Pennswood Village’s mushroom lasagna gains a devoted following among residents
Locally Sourced: The senior living community's mushroom lasagna made with local mushrooms has won over the hearts of residents, even those who are the most devoted of meat eaters.
Locally Sourced is a new monthly column by Senior Editor Benita Gingerella that takes an in-depth look at farm-to-table dishes popping up on noncommercial menus as well as the chefs and farmers behind them.
At Pennswood Village, a senior living community in Newtown, Pa., there’s one dish on the menu that residents look forward to every month: the dining team’s Wild Mushroom Lasagna.

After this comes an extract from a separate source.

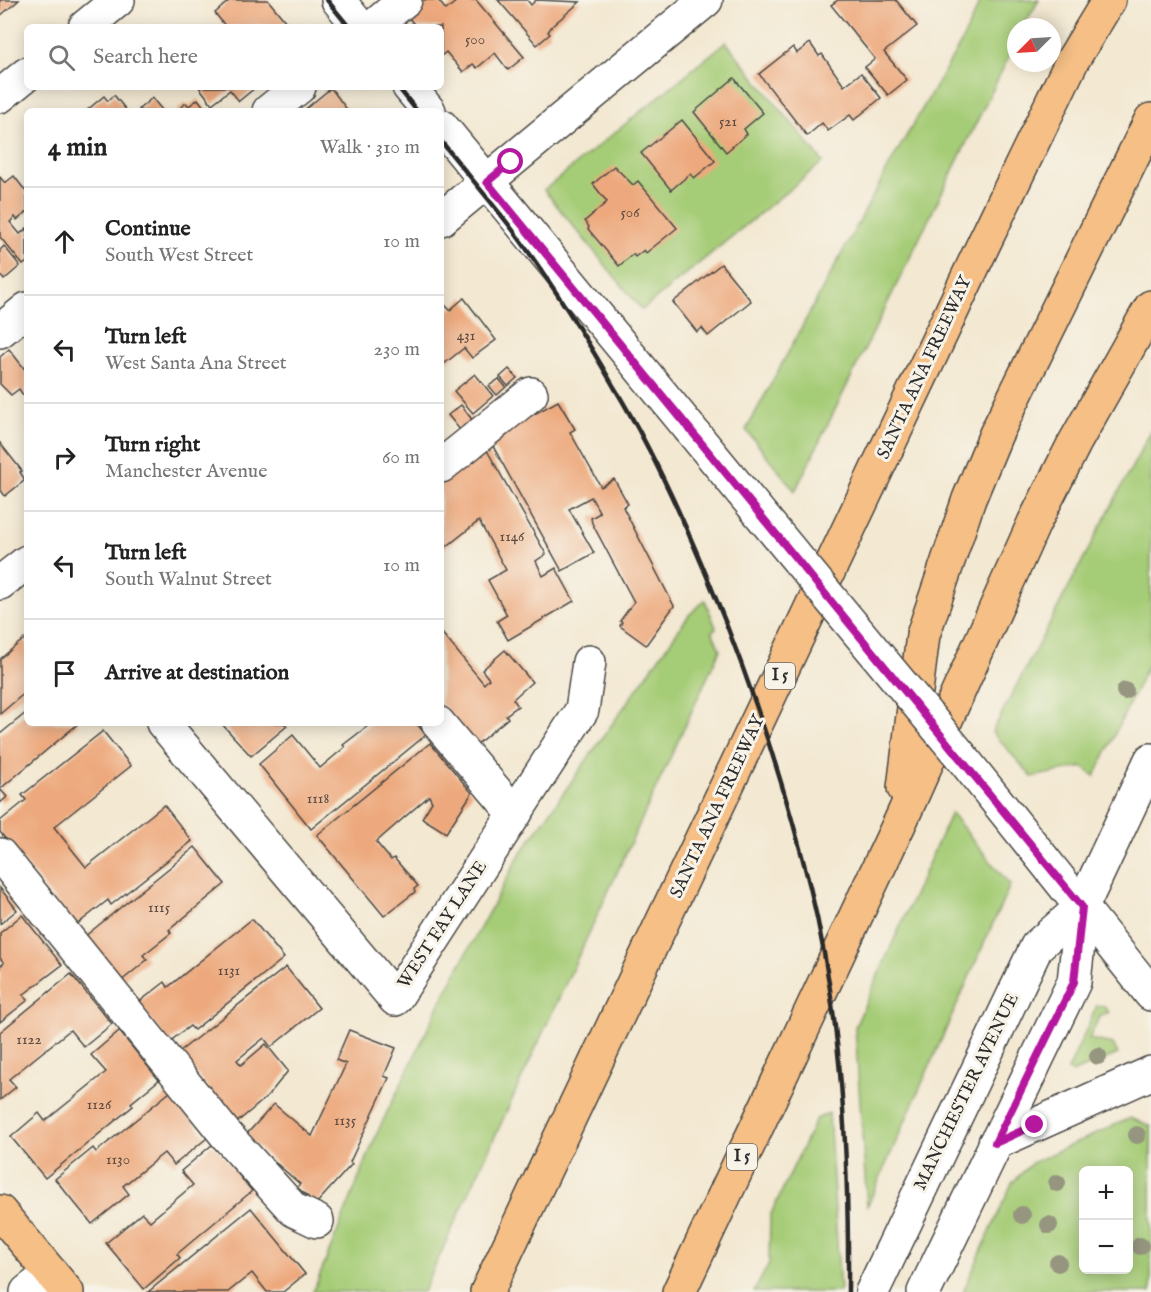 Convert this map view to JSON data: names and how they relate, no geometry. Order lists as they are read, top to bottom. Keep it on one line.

“It's been a very popular vegetarian-forward dish,” says Executive Chef Edward Bremme. “By not doing it every day or making it readily available, it's kind of more like a treat for our residents. They can't wait until the mushroom lasagna comes back around.”
Along with creating anticipation among diners, another reason the dish is only served once a month is because like all good things, it takes a lot of time.
“It is quite a process,” says Bremme. “I will admit that it takes us about two days to get the final product.”
The dish starts, of course, with mushrooms. Pennswood recently began working with J Ambrogi Foods, an independent, family-owned food distributor based out of Thorofare, N.J., to source mushrooms from farms in the area.
“They have a very good rapport with some local farmers,” says Bremme.
Pennswood Village typically receives a mushroom blend made up of shiitake and portabella as well as the occasional oyster mushroom.
The mushrooms are run through a buffalo chopper, a piece of equipment that uses a series of rotating blades to finely chop produce, creating a mushroom duxelles.
The duxelles is then left to sit overnight so that all the moisture from the mushrooms can evaporate. The following morning, it is folded in between layers of pasta and three different types of cheese (fresh ricotta, Parmesan and mozzarella), and then popped in the oven for about three hours on low heat.
Once removed from the oven, the dish is set to rest in an Alto-Shaam [holding cabinet] so that, “all the cheese and the pasta and mushrooms kind of form into that nice, square block of lasagna that you're looking for,” says Bremme.
The dish is then served to residents that evening.
The growth cycle of a mushroom
Similar to preparing the mushroom lasagna, it turns out that cultivating mushrooms is also a time-consuming process.
“The job is very hard and labor intense work, not many people can do it seven days a week, day and night,” says Lauren Davis, administrative assistant for Ken Davis Mushroom Farms in Avondale, Pa.
Davis’ father-in-law's family has been growing mushrooms for over 100 years, starting in 1890. They’re one of the many farms that works with Ambrogi to provide local ingredients to chefs.
The farm cultivates a variety of brown and white mushrooms, including portabella, cremini, buttons, mediums and silver dollars.
To begin the mushroom growing process, compost is first set out to cure so that the organic material in it fully decomposes. It is then sterilized to 140 degrees. Spawn (the mushroom seed) is then planted in the compost and covered with peat moss and watered.
It takes about one month to cure the compost, according to Davis, and then around six to seven weeks to harvest the mushrooms.
A win with residents and staff
All the hard work poured into growing the mushrooms and preparing the lasagna, however, has resulted in many happy Pennswood residents.
The dish has become so popular that it has even become a favorite among staff members, who will mark their calendars when they know the dish will be available so they can make sure to snag one to take home for themselves or their family members.
"Our head of healthcare makes sure she gets one for her as well as her niece or her sister,” says Bremme. “She’s a vegetarian and she looks forward to that dish.”
Bremme encourages those who would commonly dismiss the veggie-forward dish to give it a try.
“If you've never had this dish, and you’re a, ‘I'll never eat anything other than traditional lasagna person,’ I challenge people to give this a shot,” he says.
While local mushrooms are always a component of the dish, sometimes other local ingredients make their way into the menu item as well. Since Pennswood is a Quaker facility, many of the residents have their own plot of land where they grow produce and herbs.
“I do source a few things from our actual residents,” says Bremme. “They’ll bring me things like parsley and basil, which could find its way into this dish.”
It doesn’t get more local than that.